-------- Provided material --------

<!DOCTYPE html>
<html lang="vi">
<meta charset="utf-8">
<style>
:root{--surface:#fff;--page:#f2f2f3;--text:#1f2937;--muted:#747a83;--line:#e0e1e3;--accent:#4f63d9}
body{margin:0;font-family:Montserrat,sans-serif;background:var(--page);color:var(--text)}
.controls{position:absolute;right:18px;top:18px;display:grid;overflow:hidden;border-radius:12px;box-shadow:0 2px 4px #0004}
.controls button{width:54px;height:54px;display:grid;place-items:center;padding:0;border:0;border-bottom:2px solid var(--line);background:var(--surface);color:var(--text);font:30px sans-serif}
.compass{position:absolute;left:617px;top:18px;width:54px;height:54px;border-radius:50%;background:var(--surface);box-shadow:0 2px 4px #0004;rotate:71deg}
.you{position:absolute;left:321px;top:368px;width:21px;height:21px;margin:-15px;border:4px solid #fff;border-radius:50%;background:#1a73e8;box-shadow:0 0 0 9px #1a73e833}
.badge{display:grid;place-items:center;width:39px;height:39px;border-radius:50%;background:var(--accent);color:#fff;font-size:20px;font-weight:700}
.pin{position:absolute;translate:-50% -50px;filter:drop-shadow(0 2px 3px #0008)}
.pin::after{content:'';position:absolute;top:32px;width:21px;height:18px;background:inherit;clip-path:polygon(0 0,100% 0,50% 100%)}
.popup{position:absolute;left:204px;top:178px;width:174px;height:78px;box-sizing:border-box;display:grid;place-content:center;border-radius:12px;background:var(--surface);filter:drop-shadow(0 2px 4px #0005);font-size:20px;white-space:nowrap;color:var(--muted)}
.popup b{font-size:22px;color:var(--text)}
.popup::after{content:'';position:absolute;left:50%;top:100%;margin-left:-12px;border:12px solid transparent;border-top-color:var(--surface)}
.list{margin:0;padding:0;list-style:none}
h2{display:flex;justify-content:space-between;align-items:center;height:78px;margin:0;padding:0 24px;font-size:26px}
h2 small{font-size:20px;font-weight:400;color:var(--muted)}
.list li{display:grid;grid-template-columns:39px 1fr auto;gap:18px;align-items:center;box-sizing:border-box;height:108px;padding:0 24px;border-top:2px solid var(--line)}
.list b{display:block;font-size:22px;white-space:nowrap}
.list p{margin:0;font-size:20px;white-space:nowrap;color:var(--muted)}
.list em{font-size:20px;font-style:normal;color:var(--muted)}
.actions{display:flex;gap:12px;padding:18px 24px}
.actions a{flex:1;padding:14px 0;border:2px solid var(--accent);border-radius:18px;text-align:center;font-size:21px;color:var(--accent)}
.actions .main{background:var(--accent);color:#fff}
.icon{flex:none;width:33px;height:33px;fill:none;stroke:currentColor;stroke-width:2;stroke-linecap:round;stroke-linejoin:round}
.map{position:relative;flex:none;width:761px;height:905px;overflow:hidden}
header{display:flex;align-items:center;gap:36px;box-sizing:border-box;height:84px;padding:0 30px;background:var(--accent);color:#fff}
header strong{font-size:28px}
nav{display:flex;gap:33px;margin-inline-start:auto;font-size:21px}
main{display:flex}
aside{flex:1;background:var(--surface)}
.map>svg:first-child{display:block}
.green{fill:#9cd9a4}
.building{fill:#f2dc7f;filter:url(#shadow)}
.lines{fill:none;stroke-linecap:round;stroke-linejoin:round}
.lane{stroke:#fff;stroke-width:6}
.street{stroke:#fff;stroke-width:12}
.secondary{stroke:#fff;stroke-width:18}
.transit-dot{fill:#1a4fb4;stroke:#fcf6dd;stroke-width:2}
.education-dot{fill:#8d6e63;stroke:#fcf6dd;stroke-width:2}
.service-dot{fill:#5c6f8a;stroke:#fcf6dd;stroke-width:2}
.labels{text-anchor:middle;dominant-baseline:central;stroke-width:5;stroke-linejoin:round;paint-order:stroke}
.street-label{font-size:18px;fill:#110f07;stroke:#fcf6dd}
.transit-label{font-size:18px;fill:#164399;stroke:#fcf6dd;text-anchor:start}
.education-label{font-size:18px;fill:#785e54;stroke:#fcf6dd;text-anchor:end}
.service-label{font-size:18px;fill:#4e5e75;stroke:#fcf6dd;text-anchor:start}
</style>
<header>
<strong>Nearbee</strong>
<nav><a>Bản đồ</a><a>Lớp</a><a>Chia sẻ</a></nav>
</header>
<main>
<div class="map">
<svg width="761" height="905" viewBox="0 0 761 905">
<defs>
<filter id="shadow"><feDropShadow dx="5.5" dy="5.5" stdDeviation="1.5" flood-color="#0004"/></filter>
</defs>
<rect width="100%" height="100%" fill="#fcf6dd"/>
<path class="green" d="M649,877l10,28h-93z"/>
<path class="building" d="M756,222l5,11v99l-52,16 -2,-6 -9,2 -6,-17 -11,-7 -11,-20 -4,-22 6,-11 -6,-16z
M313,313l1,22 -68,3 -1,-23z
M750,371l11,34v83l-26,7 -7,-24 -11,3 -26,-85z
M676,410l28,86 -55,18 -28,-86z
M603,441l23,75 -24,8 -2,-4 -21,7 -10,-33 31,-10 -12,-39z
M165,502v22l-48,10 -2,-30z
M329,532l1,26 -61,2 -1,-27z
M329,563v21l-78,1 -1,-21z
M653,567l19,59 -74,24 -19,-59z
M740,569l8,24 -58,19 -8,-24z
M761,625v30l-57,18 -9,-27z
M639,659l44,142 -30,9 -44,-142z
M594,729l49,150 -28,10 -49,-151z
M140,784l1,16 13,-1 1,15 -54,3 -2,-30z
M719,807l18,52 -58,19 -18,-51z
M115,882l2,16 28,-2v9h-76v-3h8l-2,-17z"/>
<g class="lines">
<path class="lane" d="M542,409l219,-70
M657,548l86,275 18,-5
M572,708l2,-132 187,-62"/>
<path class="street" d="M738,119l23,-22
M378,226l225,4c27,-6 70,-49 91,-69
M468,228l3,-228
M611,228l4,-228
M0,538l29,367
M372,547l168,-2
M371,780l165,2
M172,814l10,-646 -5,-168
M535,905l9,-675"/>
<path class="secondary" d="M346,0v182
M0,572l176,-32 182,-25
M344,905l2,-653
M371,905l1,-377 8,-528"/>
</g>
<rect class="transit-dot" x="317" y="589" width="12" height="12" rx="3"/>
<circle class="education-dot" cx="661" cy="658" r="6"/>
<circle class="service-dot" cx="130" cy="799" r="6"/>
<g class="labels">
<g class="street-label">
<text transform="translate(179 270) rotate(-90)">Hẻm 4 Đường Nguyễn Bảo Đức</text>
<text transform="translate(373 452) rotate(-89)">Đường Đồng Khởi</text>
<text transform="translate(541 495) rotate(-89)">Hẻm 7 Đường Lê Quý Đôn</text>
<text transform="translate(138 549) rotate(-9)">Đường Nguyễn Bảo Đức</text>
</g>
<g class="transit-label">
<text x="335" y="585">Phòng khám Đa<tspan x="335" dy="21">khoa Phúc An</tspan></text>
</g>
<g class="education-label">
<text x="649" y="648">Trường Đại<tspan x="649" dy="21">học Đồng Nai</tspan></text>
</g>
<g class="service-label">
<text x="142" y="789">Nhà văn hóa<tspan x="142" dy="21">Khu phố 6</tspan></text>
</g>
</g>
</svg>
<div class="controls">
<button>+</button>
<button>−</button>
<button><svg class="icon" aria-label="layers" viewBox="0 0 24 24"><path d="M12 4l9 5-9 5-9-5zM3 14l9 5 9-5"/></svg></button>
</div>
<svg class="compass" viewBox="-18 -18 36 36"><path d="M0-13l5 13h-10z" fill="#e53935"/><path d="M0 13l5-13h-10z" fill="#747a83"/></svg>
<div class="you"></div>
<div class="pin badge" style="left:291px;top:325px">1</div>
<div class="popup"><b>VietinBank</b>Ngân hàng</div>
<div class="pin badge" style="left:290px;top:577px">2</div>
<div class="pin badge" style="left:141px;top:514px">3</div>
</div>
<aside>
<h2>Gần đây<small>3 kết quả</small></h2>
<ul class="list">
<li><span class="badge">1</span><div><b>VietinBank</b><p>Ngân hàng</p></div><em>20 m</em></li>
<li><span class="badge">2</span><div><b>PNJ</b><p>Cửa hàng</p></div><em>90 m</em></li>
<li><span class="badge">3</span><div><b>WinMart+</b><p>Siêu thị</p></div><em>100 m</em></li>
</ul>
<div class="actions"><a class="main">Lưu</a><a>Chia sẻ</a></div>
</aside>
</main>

--------

[Your assignment]:
Which of the lines above hold the string "none"? Copy each one.

[Task solution]:
.list{margin:0;padding:0;list-style:none}
.icon{flex:none;width:33px;height:33px;fill:none;stroke:currentColor;stroke-width:2;stroke-linecap:round;stroke-linejoin:round}
.map{position:relative;flex:none;width:761px;height:905px;overflow:hidden}
.lines{fill:none;stroke-linecap:round;stroke-linejoin:round}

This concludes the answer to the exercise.